Swainsley Tunnel is a tunnel on the route of the former Leek and Manifold Light Railway, which connected the market town of Leek with Hulme End, via Waterhouses, in Staffordshire, England. It was in use as a railway tunnel between 1904 and 1934. It now forms part of the Manifold Way trail.

==History==
Swainsley Tunnel is between Ecton and Butterton. It opened in 1904 as part of the line of the Leek and Manifold Light Railway. It was built at the insistence of Sir Thomas Wardle, a director of the L&MLR and owner of the nearby Swainsley Hall, who did not want the line to spoil the view from his house. The tunnel is 164 yd long. Its bore is large for a narrow-gauge railway and was designed to cater for standard-gauge conveyances atop narrow-gauge wagons. The line closed in 1934 and the tunnel fell into disuse.

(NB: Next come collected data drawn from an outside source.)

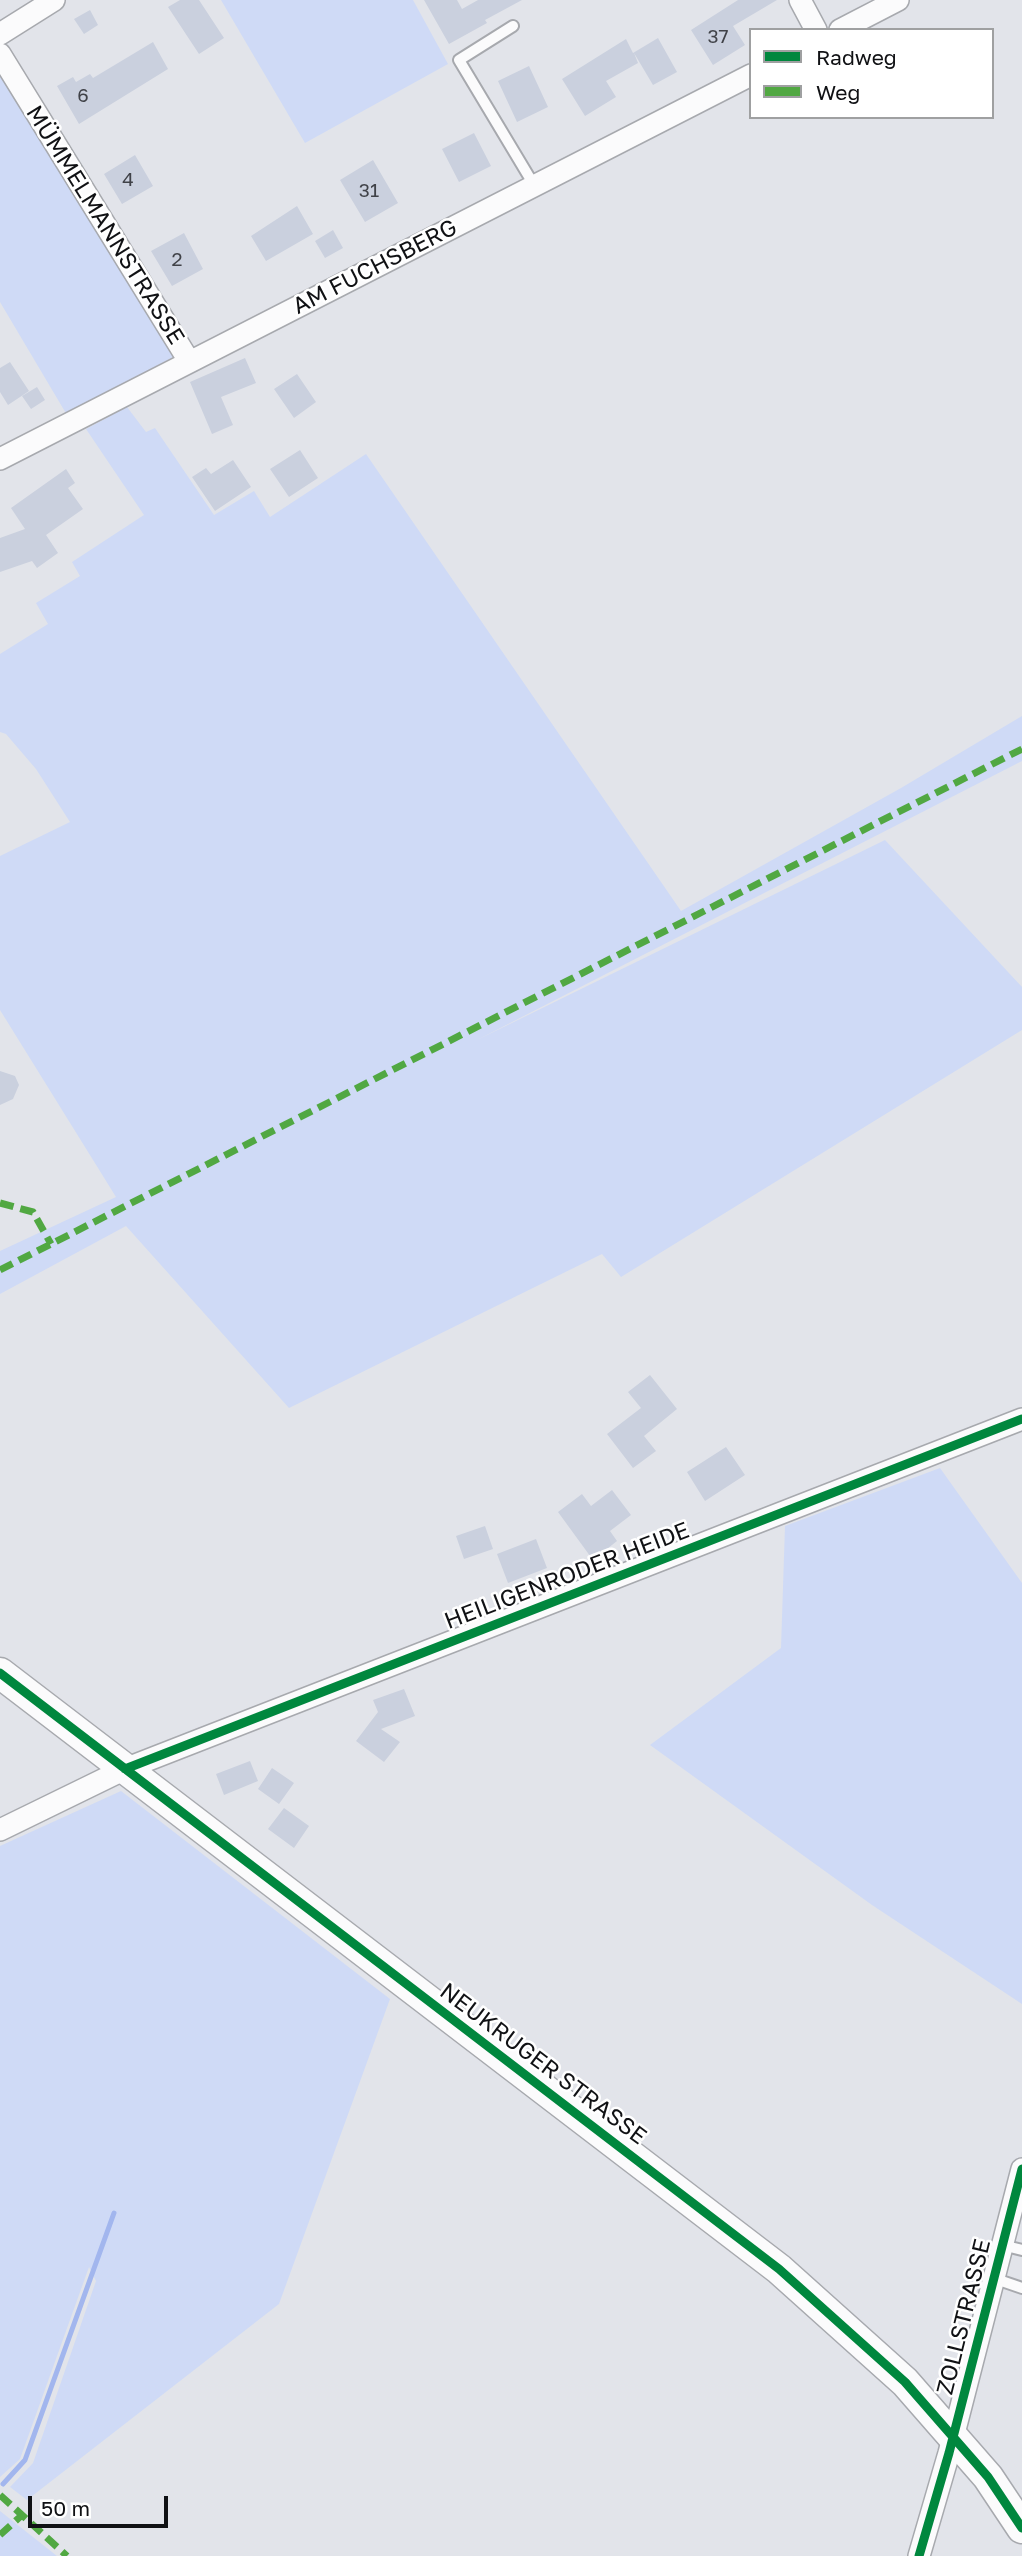 <!DOCTYPE html>
<meta charset="utf-8">
<style>
body{margin:0}
#map{position:relative;width:1022px;height:2556px;overflow:hidden;background:#e2e4ea;font-family:"Golos Text",sans-serif}
canvas{display:block}
.legend{position:absolute;left:749px;top:28px;width:245px;height:91px;box-sizing:border-box;background:#fff;border:2px solid #9fa0a1;margin:0;padding:9px 12px;list-style:none;font-size:21px;color:#101114}
.legend li{display:flex;align-items:center;gap:14px;height:35px}
.legend b{width:35px;border:2px solid #9fa0a1}
.scale{position:absolute;left:28px;top:2496px;width:140px;height:32px;box-sizing:border-box;border:4px solid #101114;border-top:0;padding-left:9px;font-size:21px;line-height:24px;white-space:nowrap;color:#101114;-webkit-text-stroke:5px #fff;paint-order:stroke}
</style>
<div id="map">
<canvas width="1022" height="2556"></canvas>
<ul class="legend">
<li><b style="height:9px;background:#00873e"></b>Radweg</li>
<li><b style="height:9px;background:#51a842"></b>Weg</li>
</ul>
<div class="scale">50 m</div>
</div>
<script>
const context = document.querySelector('canvas').getContext('2d');
context.lineJoin = 'round';
function paint(path, color) { context.fillStyle = color; context.fill(path, 'evenodd'); }
const toPath = rows => new Path2D(rows.map(r => 'M' + r).join(''));
function strokePath(path, color, width, dash) { context.strokeStyle = color; context.lineWidth = width; context.lineCap = dash ? 'butt' : 'round'; context.setLineDash(dash || []); context.stroke(path); }
function write(font, color, halo, rows, align = 'center') {
  context.font = font + ' "Golos Text",sans-serif'; context.lineWidth = 5; context.setLineDash([]); context.textBaseline = 'middle'; context.strokeStyle = halo; context.fillStyle = color; for (const [text, x, y, turn = 0] of rows) {
    context.save(); context.translate(x, y); context.rotate((+turn || 0) * Math.PI / 180); context.textAlign = isNaN(turn) ? turn : align; if (halo) context.strokeText(text, 0, 0); context.fillText(text, 0, 0); context.restore();
  }
}
const green = toPath([
 [221,0,413,0,448,64,305,143],
 [0,66,177,355,67,415,0,302],
 [127,407,146,432,155,428,214,515,254,491,270,517,366,454,681,911,901,788,1022,716,1022,761,475,1041,885,840,1022,987,1022,1030,621,1277,602,1254,289,1408,126,1226,0,1294,0,1251,116,1197,0,1010,0,856,70,822,36,769,6,734,0,732,0,654,48,624,36,603,80,576,72,562,144,515,86,429],
 [940,1468,1022,1583,1022,2004,872,1905,650,1745,781,1648,785,1526],
 [121,1791,390,1999,279,2304,27,2500,10,2487,33,2463,96,2281,89,2267,20,2459,0,2477,0,1846],
 [0,2511,57,2556,0,2556]
]);
const stream = toPath([
 [3,2484,25,2460,114,2213]
]);
const building = toPath([
 [180,0,199,0,224,38,199,54,168,7],
 [424,0,457,0,462,9,478,0,522,0,485,20,487,23,449,44],
 [738,0,777,0,733,26,745,45,713,65,691,30],
 [90,10,98,25,84,34,74,19],
 [658,38,677,72,653,85,634,53,638,63,606,81,616,97,585,116,562,79,626,39,633,53],
 [153,42,168,69,79,124,57,86,73,77,76,82,90,74,93,78],
 [529,66,548,107,517,122,498,81],
 [474,133,491,166,459,182,442,149],
 [135,155,153,186,122,204,104,174],
 [373,160,398,203,365,222,340,180],
 [297,206,313,234,266,261,251,236],
 [333,230,343,248,325,258,315,241],
 [184,233,203,269,172,286,151,251],
 [245,358,256,383,221,397,233,425,212,434,190,382],
 [10,362,29,391,8,405,0,392,0,368],
 [297,374,316,402,294,418,274,389],
 [37,387,45,400,31,409,22,396],
 [300,450,318,478,289,497,270,469],
 [233,460,251,487,215,511,192,477,206,468,211,474],
 [66,469,75,483,68,488,83,509,46,535,58,553,37,568,32,561,0,572,0,538,25,529,11,508],
 [0,1071,15,1076,19,1085,13,1099,0,1105],
 [650,1375,677,1409,644,1436,656,1451,633,1468,607,1434,641,1408,628,1392],
 [726,1447,745,1475,705,1501,687,1472],
 [612,1490,631,1515,610,1531,617,1541,593,1560,558,1512,582,1494,591,1506],
 [485,1526,493,1549,464,1559,456,1536],
 [536,1539,547,1568,508,1583,497,1554],
 [404,1689,415,1716,381,1729,400,1742,384,1762,356,1741,378,1712,373,1700],
 [250,1761,258,1781,224,1795,216,1774],
 [272,1768,294,1783,279,1804,258,1789],
 [284,1808,309,1826,294,1848,268,1829]
]);
const lane = toPath([
 [513,26,459,60,534,185],
 [1002,2245,1022,2250],
 [993,2278,1022,2288]
]);
const street = toPath([
 [800,0,816,30],
 [840,30,898,0],
 [0,34,54,0],
 [0,54,189,361],
 [0,459,751,75],
 [0,1830,125,1769,1022,1419],
 [919,2556,949,2453,1022,2169]
]);
const secondary = toPath([
 [0,1673,779,2269,905,2382,988,2477,1022,2528]
]);
const quiet = toPath([
 [0,1203,33,1212,51,1244],
 [0,1270,1022,749],
 [0,2495,67,2556],
 [0,2535,21,2516]
]);
const cycleway = toPath([
 [0,1673,779,2269,905,2382,988,2477,1022,2528],
 [125,1769,1022,1419],
 [919,2556,949,2453,1022,2169]
]);
const numberNames = [
 ["37",718,37],
 ["6",83,96],
 ["4",128,180],
 ["31",369,191],
 ["2",177,260]
];
const streetNames = [
 ["MÜMMELMANNSTRASSE",105,225,58],
 ["AM FUCHSBERG",375,267,-27],
 ["HEILIGENRODER HEIDE",567,1576,-21],
 ["NEUKRUGER STRASSE",543,2064,37],
 ["ZOLLSTRASSE",964,2317,-76]
];
paint(green, '#cfdaf6');
strokePath(stream, '#a2b6ee', 5);
paint(building, '#cad0de');
strokePath(lane, '#a7a9ae', 14);
strokePath(street, '#a7a9ae', 24);
strokePath(secondary, '#a7a9ae', 33);
strokePath(lane, '#fbfbfc', 10);
strokePath(street, '#fbfbfc', 21);
strokePath(secondary, '#fbfbfc', 30);
strokePath(quiet, '#51a842', 7, [14, 7]);
strokePath(cycleway, '#00873e', 9);
write('19px', '#404248', null, numberNames);
write('23px', '#101114', '#fff', streetNames);
</script>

The trackbed was gifted to Staffordshire County Council and reopened in 1937 as a walking and cycling trail, the Manifold Way. Staffordshire Council allowed motor vehicles to use the tunnel from 1951, and it remains a shared bicycle, automobile and pedestrian tunnel on the trail. Because of its narrow width, there are enforced regulations on car users and a weight limit of three tons. The tunnel is a popular site for illegal street racing by both motorcyclists and motorists; Staffordshire Police have made the tunnel subject to a Section 59 Notice, which allows them to seize vehicles if drivers are found to be driving through in an unsafe or aggressive manner.